La Roma ha puntato su uno dei profili più interessanti della nuova generazione francese acquistando Robinio Vaz dall’Olympique Marsiglia. Ma che tipo di giocatore arriva a Trigoria? A tracciarne l’identikit è Landry Chauvin, che lo ha allenato nella Francia Under 18 e lo ha raccontato ai microfoni di Tele Radio Stereo: “Ho scoperto Robinio Vaz con la generazione 2007 nell’Under 18 della Francia. All’inizio non ero un suo grande fan, lo avevo visto nelle giovanili del Marsiglia e il suo profilo atletico non mi aveva entusiasmato. Quando l’ho rivisto a giugno scorso, aveva fatto dei progressi enormi: io gioco 4-3-3 e lui può giocare in ogni ruolo del tridente. Io l’ho utilizzato come esterno e, per me, può ricordare, con caratteristiche fisiche diverse, Bonny dell’Inter”.
Il Velodrome e gli allenamenti con De Zerbi non lo hanno intimorito: “Quando lo vedi al Velodrome, ti rendi conto che la pressione gli scivola addosso. È nel pieno di questa generazione che vuole solamente giocare, stare sul campo, senza avvertire pressioni esterne”. Le qualità sono evidenti: “Ha tanta corsa, intensità e una progressione pazzesca. Deve migliorare dentro l’area di rigore. Forse mi sbaglio, ma deve crescere nel giocare con attaccanti vicino a lui. Vuole decidere lui l’azione, certe volte soffre se gli viene suggerito il movimento”.
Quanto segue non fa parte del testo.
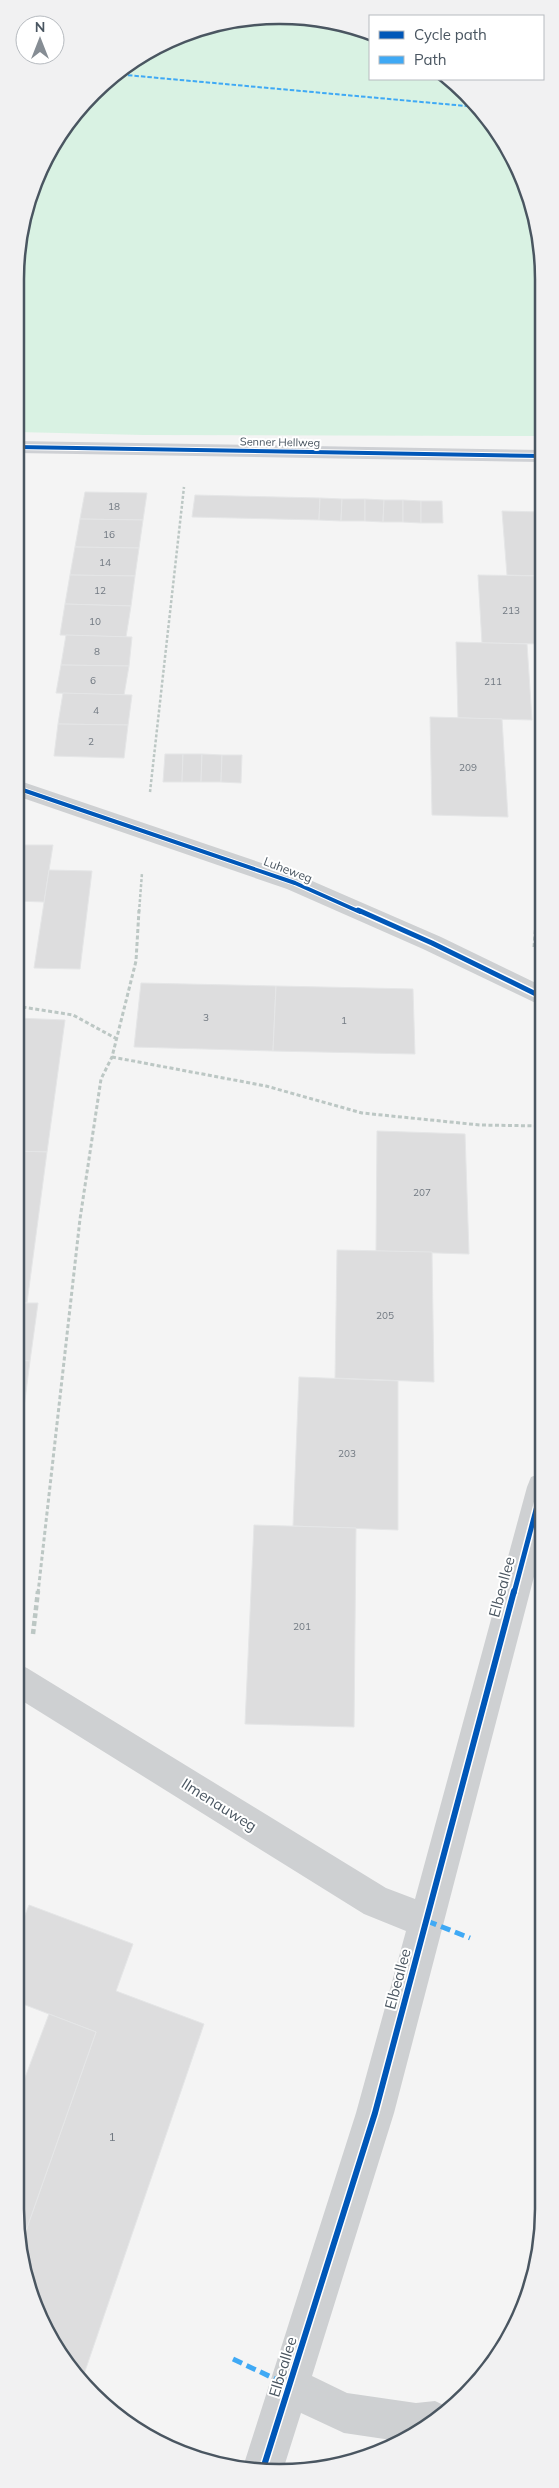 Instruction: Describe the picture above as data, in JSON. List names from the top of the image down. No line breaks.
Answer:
{"streets":{"street":["Senner Hellweg","Luheweg","Elbeallee","Ilmenauweg"]},"crossings":[["Elbeallee","Ilmenauweg"]],"house_numbers":["18","16","14","12","213","10","8","6","211","4","2","209","3","1","207","205","203","201","1"],"legend":["Cycle path","Path"],"north":"top"} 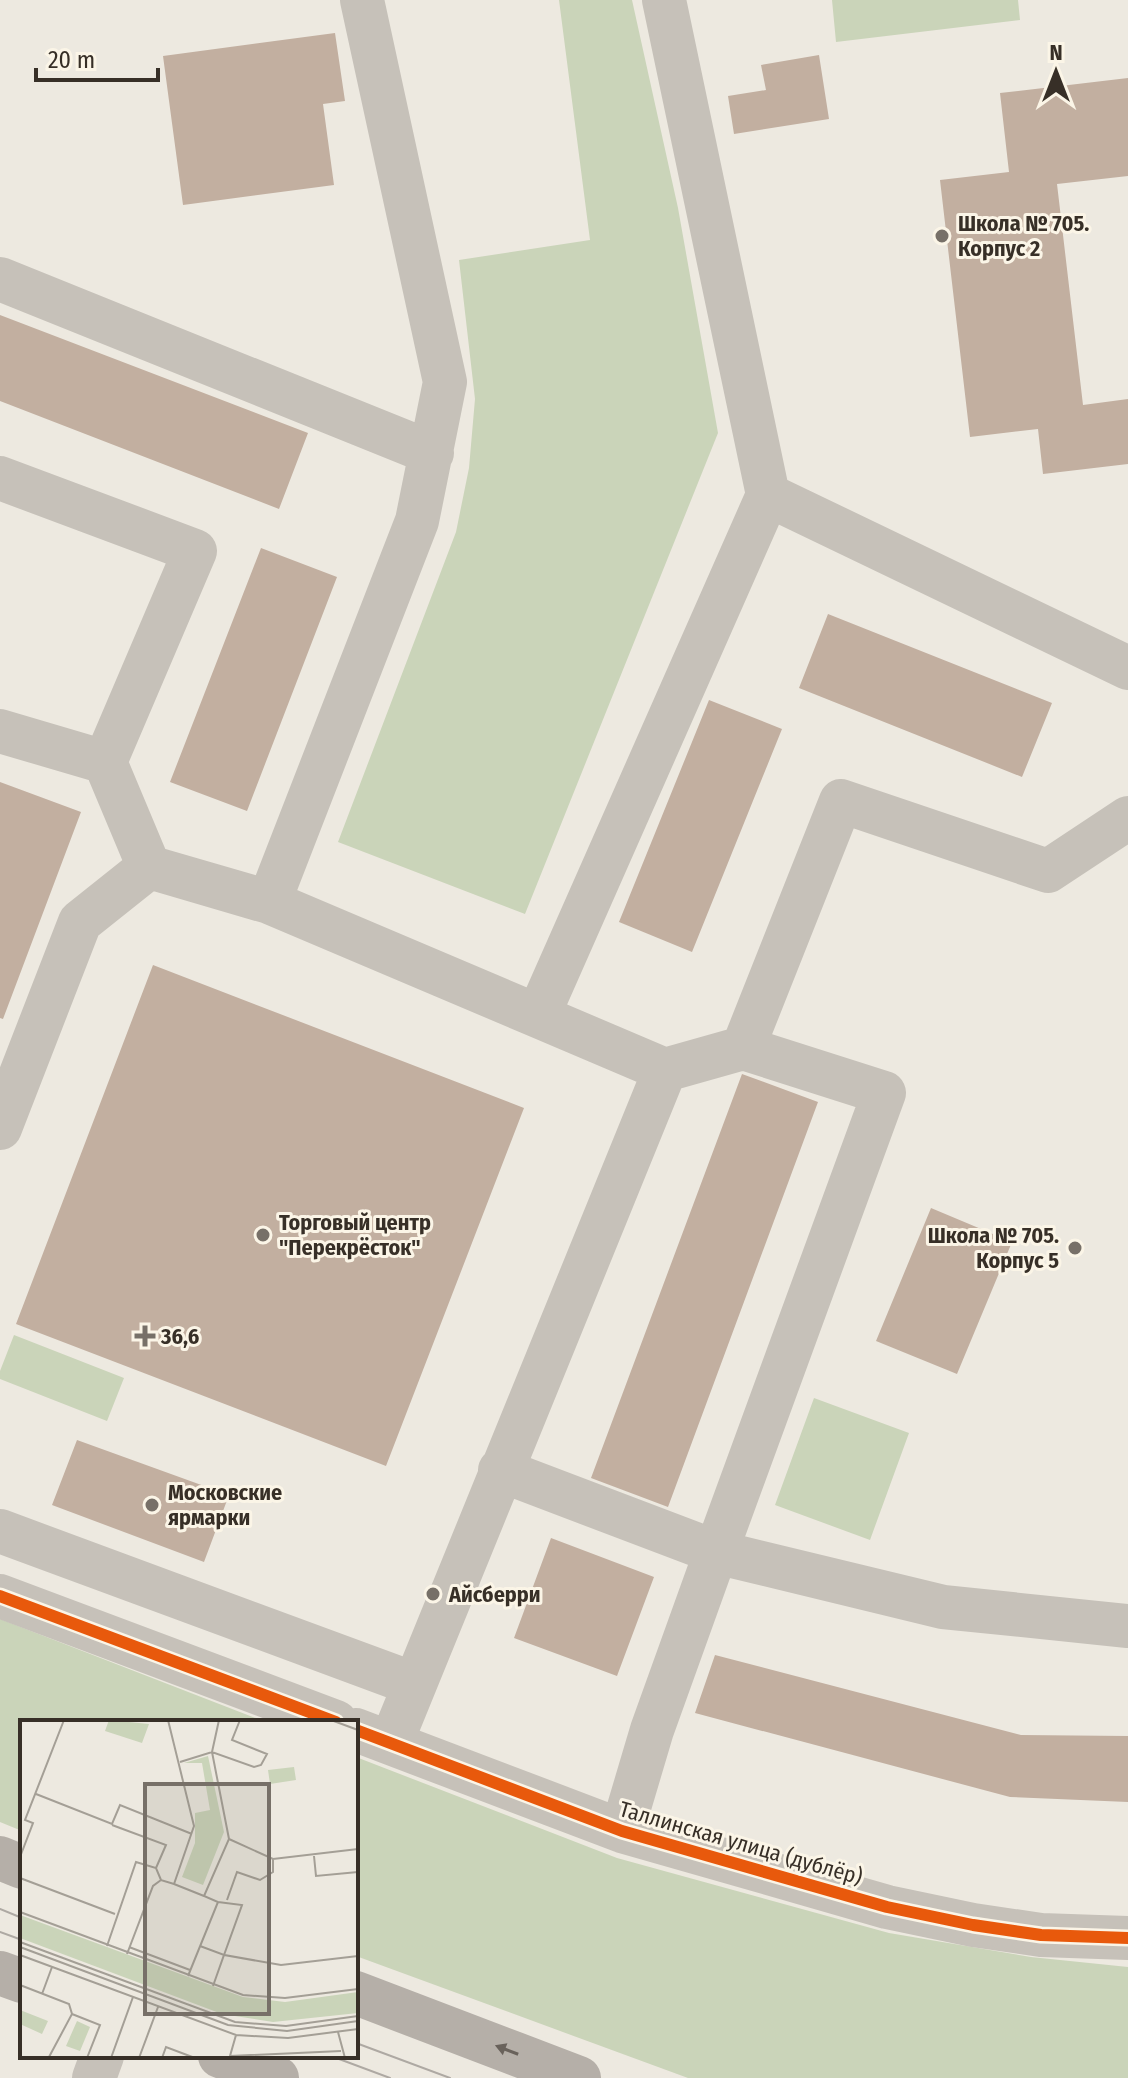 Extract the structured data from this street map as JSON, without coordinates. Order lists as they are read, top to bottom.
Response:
{
  "streets": {
    "street": ["Таллинская улица (дублёр)"]
  },
  "places": {
    "other": [
      "Школа № 705. Корпус 2",
      "Торговый центр \"Перекрёсток\"",
      "Школа № 705. Корпус 5",
      "Московские ярмарки",
      "Айсберри"
    ],
    "health": ["36,6"]
  },
  "scale_bar": "20 m",
  "north": "top"
}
Il salto in Serie A sarà un banco di prova: “Forse si tratta di un trasferimento precoce, gli servirà del tempo per adattarsi. Se riuscirà ad avere la stessa mentalità di Bonny, allora in Italia farà benissimo. Non ha pienamente coscienza dei suoi mezzi fisici, ma la Serie A può essere utile per lui per crescere e imparare”. Un percorso che Chauvin vede con ottimismo: “È buono per Robinio che la Roma lo abbia acquistato con anticipo. Una volta imparata la lingua, avrà tutto in discesa. Gli auguro il meglio”.